Smooth. Unblemished. No stretch marks on her stomach. No sign that she had given birth even once—let alone three times. Emily’s body looked like that of a young woman who had never been pregnant.

“E-Emily?” Nathan asked in shock. “I thought… I thought you had three children?”

Emily lowered her head, trembling. She took a bag beside the bed and pulled out an old photo album and a death certificate…

Emily ran her fingers along the edge of the old photo album, as if summoning the courage she had buried for years. Her hands shook so violently that Nathan instinctively reached out, but she flinched, pulling away—not in fear of him, but of the memories clawing their way back to the surface.

“I never lied to you,” Emily whispered, her voice barely audible. “I just… never had the strength to tell the truth.”

Nathan swallowed hard. His heart pounded, not with anger, but with a growing sense of dread.
“Then tell me now,” he said gently. “Whatever it is… I’m here.”

Emily opened the album.

The first photograph showed a much younger Emily, no older than eighteen, standing in front of a dilapidated wooden house in West Virginia. Beside her were three small children—two boys and a little girl—clinging to her skirt, their faces thin, their eyes too old for their age.

Nathan’s breath caught. “They’re… not yours?”

Emily shook her head slowly. Tears spilled down her cheeks.
“They were my sister’s.”

She flipped to the next page.

Another photograph: a hospital bed. A frail woman lay there, tubes everywhere, her skin pale as paper. Emily was beside her, gripping her hand with both of hers, eyes red from crying.

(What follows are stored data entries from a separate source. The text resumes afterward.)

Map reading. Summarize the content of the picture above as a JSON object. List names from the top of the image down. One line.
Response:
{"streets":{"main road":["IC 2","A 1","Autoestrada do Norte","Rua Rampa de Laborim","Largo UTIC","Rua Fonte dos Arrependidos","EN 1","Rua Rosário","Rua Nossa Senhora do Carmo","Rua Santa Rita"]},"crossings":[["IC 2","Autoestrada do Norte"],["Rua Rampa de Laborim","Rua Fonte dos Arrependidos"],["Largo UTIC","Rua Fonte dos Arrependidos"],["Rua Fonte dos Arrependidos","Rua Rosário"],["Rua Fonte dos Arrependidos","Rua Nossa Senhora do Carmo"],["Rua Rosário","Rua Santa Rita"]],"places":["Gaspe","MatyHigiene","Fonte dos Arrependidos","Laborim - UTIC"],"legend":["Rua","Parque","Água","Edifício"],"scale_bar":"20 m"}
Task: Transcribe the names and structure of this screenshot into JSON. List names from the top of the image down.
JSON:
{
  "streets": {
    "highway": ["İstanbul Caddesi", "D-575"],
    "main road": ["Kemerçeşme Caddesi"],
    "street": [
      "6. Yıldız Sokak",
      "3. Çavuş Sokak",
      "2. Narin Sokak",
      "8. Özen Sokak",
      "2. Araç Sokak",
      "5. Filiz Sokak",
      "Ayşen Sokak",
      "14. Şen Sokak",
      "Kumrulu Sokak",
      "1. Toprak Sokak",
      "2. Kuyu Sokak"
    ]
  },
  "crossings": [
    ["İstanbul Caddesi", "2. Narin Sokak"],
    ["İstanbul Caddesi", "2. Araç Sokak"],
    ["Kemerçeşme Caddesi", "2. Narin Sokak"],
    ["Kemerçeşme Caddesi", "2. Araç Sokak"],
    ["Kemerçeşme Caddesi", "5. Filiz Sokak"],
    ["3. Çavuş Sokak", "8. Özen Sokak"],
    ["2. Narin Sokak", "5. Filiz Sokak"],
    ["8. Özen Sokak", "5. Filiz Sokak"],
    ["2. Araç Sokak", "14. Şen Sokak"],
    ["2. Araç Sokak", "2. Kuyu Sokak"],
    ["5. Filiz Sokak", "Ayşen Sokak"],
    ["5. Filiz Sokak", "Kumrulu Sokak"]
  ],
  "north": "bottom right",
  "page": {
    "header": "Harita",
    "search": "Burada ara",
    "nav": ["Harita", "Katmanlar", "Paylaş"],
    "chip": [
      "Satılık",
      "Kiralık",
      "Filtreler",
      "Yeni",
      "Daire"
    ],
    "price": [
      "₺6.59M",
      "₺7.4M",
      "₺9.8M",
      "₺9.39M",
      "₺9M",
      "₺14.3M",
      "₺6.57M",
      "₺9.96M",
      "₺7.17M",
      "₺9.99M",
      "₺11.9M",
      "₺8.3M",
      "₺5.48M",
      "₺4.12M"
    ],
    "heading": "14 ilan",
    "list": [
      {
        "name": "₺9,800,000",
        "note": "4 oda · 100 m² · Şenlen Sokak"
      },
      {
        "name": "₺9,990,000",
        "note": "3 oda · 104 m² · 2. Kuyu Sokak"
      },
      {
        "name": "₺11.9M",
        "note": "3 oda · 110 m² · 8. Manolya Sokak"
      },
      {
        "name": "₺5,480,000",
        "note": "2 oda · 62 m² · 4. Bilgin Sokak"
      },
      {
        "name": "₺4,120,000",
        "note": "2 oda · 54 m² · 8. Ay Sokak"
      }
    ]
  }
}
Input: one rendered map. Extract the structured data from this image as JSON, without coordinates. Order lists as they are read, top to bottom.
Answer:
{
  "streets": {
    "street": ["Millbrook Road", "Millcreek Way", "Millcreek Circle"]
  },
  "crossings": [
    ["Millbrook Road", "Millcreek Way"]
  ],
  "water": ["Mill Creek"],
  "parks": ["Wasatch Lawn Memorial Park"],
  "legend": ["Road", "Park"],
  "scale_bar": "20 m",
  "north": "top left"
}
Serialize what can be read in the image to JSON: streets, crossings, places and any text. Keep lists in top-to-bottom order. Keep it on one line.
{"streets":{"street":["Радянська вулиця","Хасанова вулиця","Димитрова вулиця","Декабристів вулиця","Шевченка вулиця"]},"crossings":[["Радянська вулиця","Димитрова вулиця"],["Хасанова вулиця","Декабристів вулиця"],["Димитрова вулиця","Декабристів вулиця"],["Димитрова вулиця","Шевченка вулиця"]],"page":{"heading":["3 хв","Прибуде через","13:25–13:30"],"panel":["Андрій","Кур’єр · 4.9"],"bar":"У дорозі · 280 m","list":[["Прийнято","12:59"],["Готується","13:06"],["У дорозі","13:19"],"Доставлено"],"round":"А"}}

“My older sister, Rachel Carter,” Emily said. “She was abandoned by her husband when she got pregnant with her first child. She worked in a factory. Long hours. Low pay. Then she met another man… then another. She wasn’t careless—she was desperate. Every man promised help. Every man disappeared.”

Nathan clenched his fists. He felt his chest tighten.

“She died giving birth to the third child,” Emily continued. “Postpartum hemorrhage. We were poor. The nearest hospital was two hours away.”

Her voice broke.

“She died holding my hand, Nathan. Her last words were… ‘Please don’t let my children be alone.’”

Emily reached into the bag and pulled out the death certificate. Nathan stared at the date. It was seven years ago.